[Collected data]
┄┄┄┄┄┄┄┄┄┄┄┄┄┄┄┄┄┄┄┄

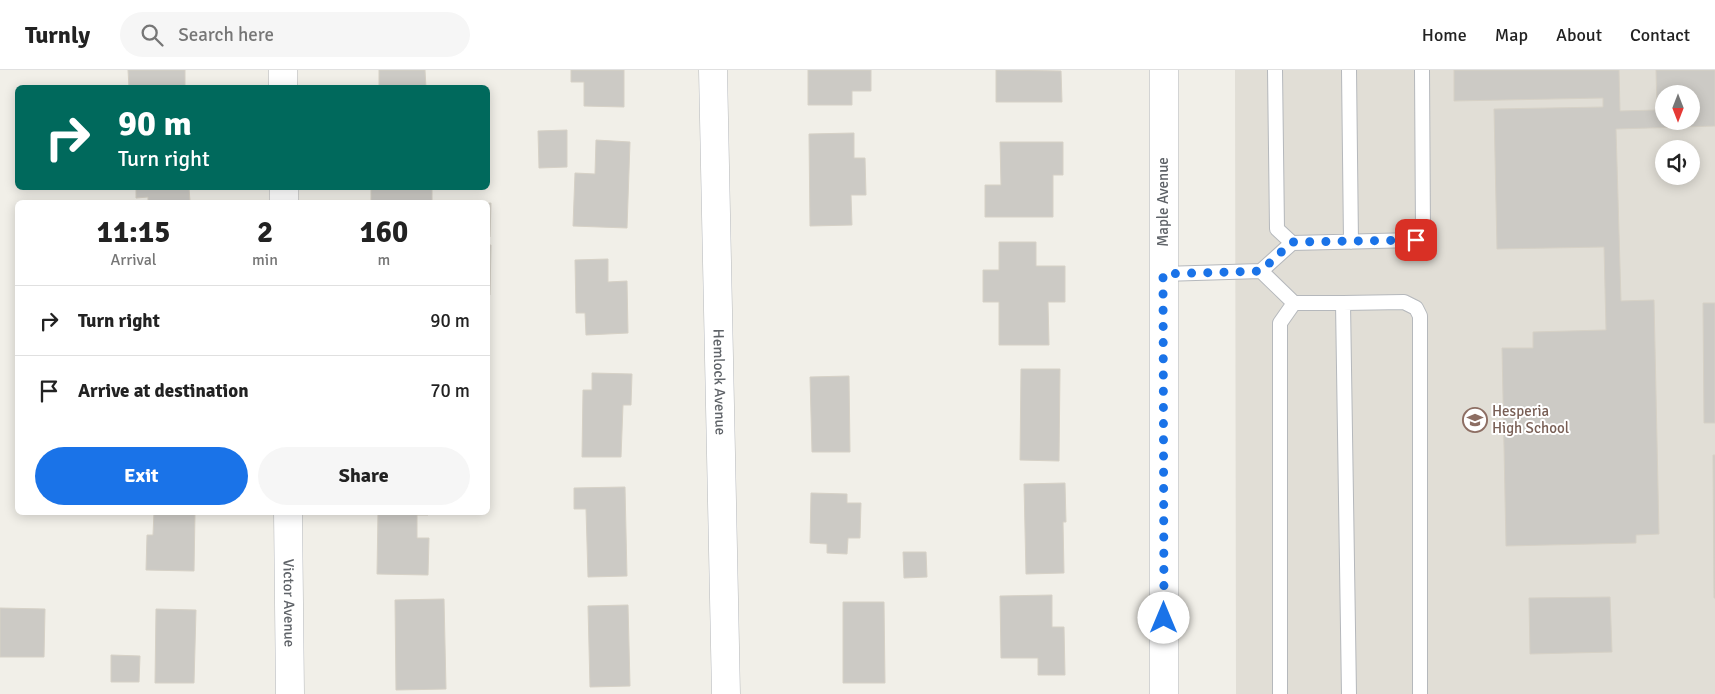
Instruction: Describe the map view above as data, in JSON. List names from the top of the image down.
{
  "streets": {
    "street": ["Maple Avenue", "Hemlock Avenue", "Victor Avenue"]
  },
  "places": {
    "school or university": ["Hesperia High School"]
  },
  "north": "bottom",
  "page": {
    "header": "Turnly",
    "search": "Search here",
    "nav": [
      "Home",
      "Map",
      "About",
      "Contact"
    ],
    "turn": ["90 m", "Turn right"],
    "eta": [
      "11:15",
      "Arrival",
      "2",
      "min",
      "160",
      "m"
    ],
    "list": [
      {
        "name": "Turn right",
        "value": "90 m"
      },
      {
        "name": "Arrive at destination",
        "value": "70 m"
      }
    ],
    "buttons": ["Exit", "Share"]
  }
}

┄┄┄┄┄┄┄┄┄┄┄┄┄┄┄┄┄┄┄┄

• WORK ITEM
Copy out the records exactly. Do not include the pictures.

• EXERCISE ANSWER
Instruction: Describe the map view above as data, in JSON. List names from the top of the image down.
{
  "streets": {
    "street": ["Maple Avenue", "Hemlock Avenue", "Victor Avenue"]
  },
  "places": {
    "school or university": ["Hesperia High School"]
  },
  "north": "bottom",
  "page": {
    "header": "Turnly",
    "search": "Search here",
    "nav": [
      "Home",
      "Map",
      "About",
      "Contact"
    ],
    "turn": ["90 m", "Turn right"],
    "eta": [
      "11:15",
      "Arrival",
      "2",
      "min",
      "160",
      "m"
    ],
    "list": [
      {
        "name": "Turn right",
        "value": "90 m"
      },
      {
        "name": "Arrive at destination",
        "value": "70 m"
      }
    ],
    "buttons": ["Exit", "Share"]
  }
}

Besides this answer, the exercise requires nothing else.